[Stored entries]

------

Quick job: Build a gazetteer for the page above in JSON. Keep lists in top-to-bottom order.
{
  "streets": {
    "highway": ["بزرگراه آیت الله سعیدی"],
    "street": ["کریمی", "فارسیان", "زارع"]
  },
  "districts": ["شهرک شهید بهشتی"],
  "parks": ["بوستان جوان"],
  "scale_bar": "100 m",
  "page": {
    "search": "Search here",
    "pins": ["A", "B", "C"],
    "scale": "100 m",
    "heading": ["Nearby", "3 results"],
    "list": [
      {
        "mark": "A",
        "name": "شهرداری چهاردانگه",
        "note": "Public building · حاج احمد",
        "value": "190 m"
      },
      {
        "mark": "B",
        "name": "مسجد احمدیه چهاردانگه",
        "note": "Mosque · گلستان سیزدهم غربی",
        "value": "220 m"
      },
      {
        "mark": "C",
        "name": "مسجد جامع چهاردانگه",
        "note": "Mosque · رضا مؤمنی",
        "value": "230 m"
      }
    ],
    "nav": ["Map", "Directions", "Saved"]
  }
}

------

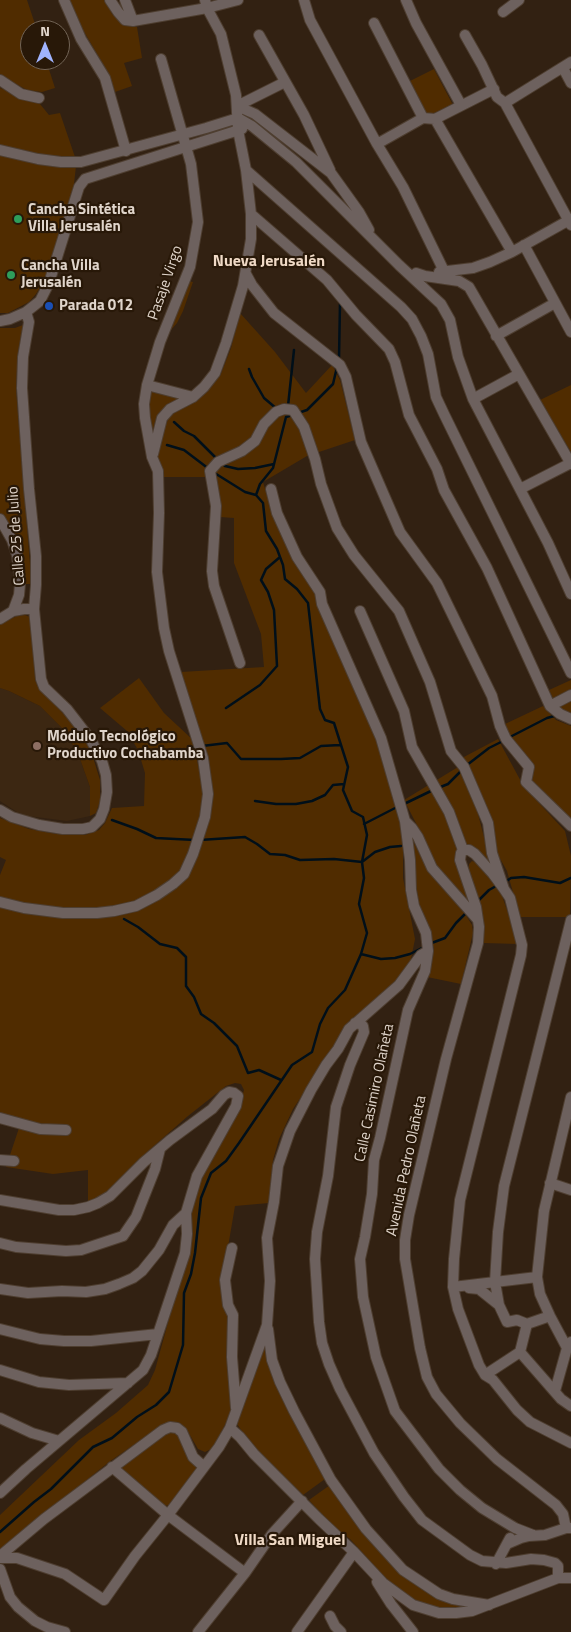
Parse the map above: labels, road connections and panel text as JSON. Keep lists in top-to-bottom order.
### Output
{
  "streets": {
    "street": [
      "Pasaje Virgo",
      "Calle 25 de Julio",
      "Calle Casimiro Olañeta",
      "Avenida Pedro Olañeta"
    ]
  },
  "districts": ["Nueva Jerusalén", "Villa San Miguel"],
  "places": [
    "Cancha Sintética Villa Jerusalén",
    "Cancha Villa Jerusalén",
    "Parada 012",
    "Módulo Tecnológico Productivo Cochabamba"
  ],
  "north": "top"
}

------

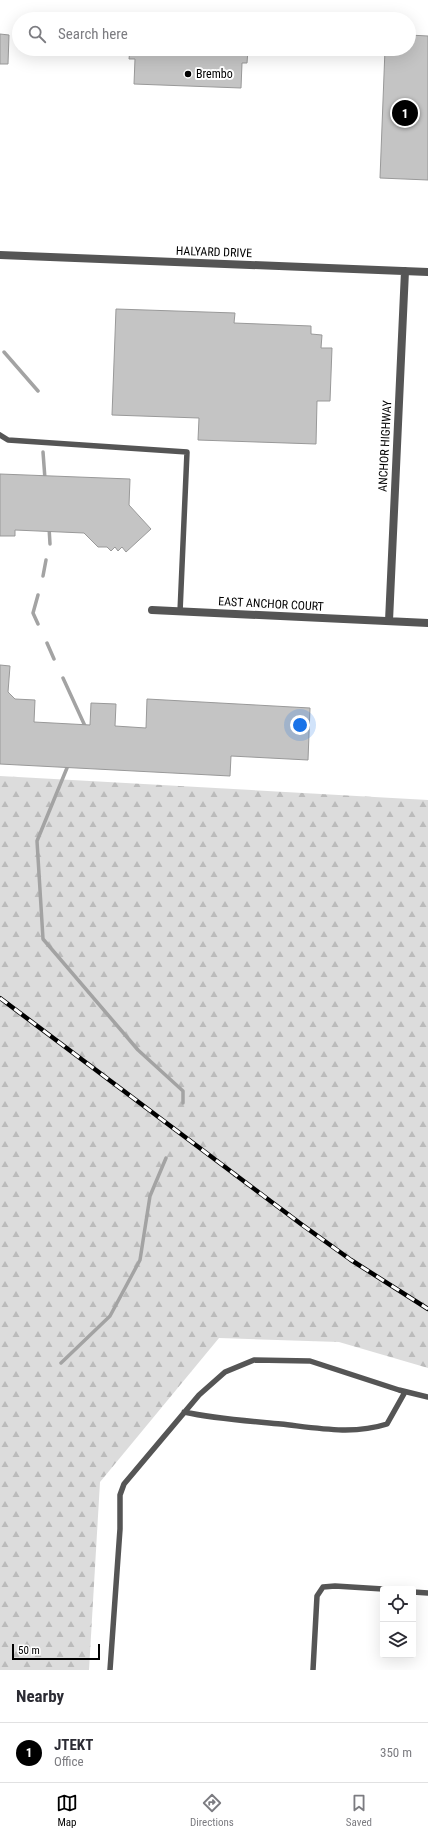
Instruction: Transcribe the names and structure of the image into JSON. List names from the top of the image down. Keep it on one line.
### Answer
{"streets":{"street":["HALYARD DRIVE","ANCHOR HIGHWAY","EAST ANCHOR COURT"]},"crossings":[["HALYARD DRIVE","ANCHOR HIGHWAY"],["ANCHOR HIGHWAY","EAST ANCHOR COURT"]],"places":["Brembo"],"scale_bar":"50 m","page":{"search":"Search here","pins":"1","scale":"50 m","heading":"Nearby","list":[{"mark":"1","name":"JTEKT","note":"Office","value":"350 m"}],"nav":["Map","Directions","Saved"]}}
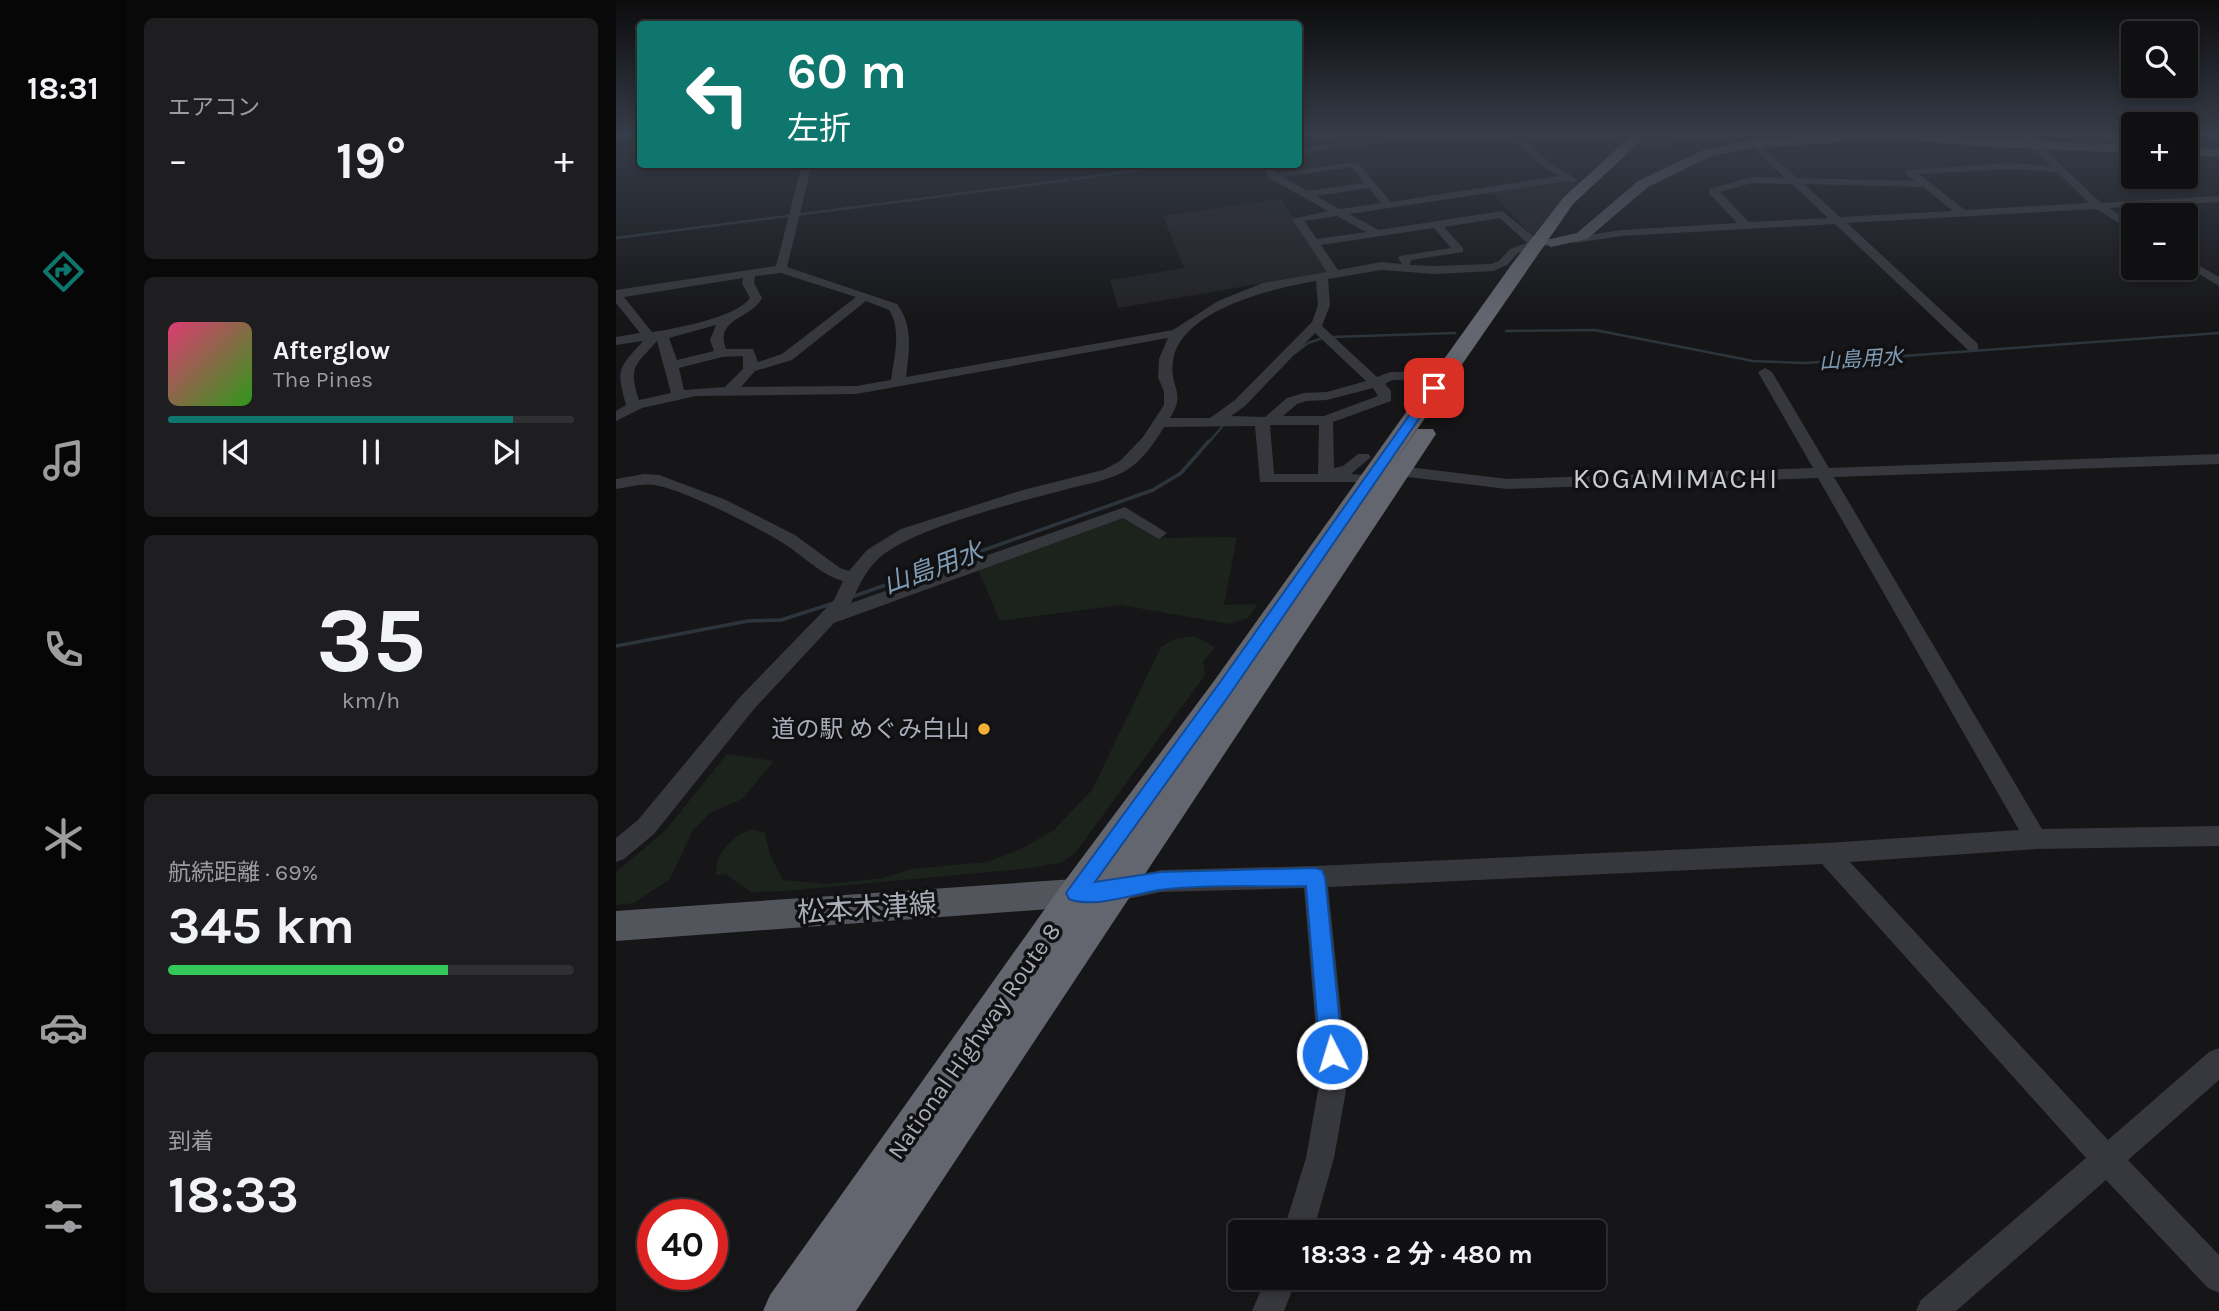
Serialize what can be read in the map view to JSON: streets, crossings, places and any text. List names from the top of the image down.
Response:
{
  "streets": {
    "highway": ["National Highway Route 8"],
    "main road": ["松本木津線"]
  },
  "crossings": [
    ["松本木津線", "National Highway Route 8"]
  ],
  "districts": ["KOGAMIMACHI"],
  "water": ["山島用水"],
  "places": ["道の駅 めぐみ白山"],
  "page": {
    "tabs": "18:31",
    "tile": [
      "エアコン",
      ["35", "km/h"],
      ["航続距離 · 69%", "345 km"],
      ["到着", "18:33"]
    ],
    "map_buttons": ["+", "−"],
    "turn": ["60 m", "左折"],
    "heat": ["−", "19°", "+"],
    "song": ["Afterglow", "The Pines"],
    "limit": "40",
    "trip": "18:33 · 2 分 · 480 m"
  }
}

------

▶ _Problem to work on_: Find how many lines of the entries contain "image". Respond with the number only.

▶ _Reply_: 2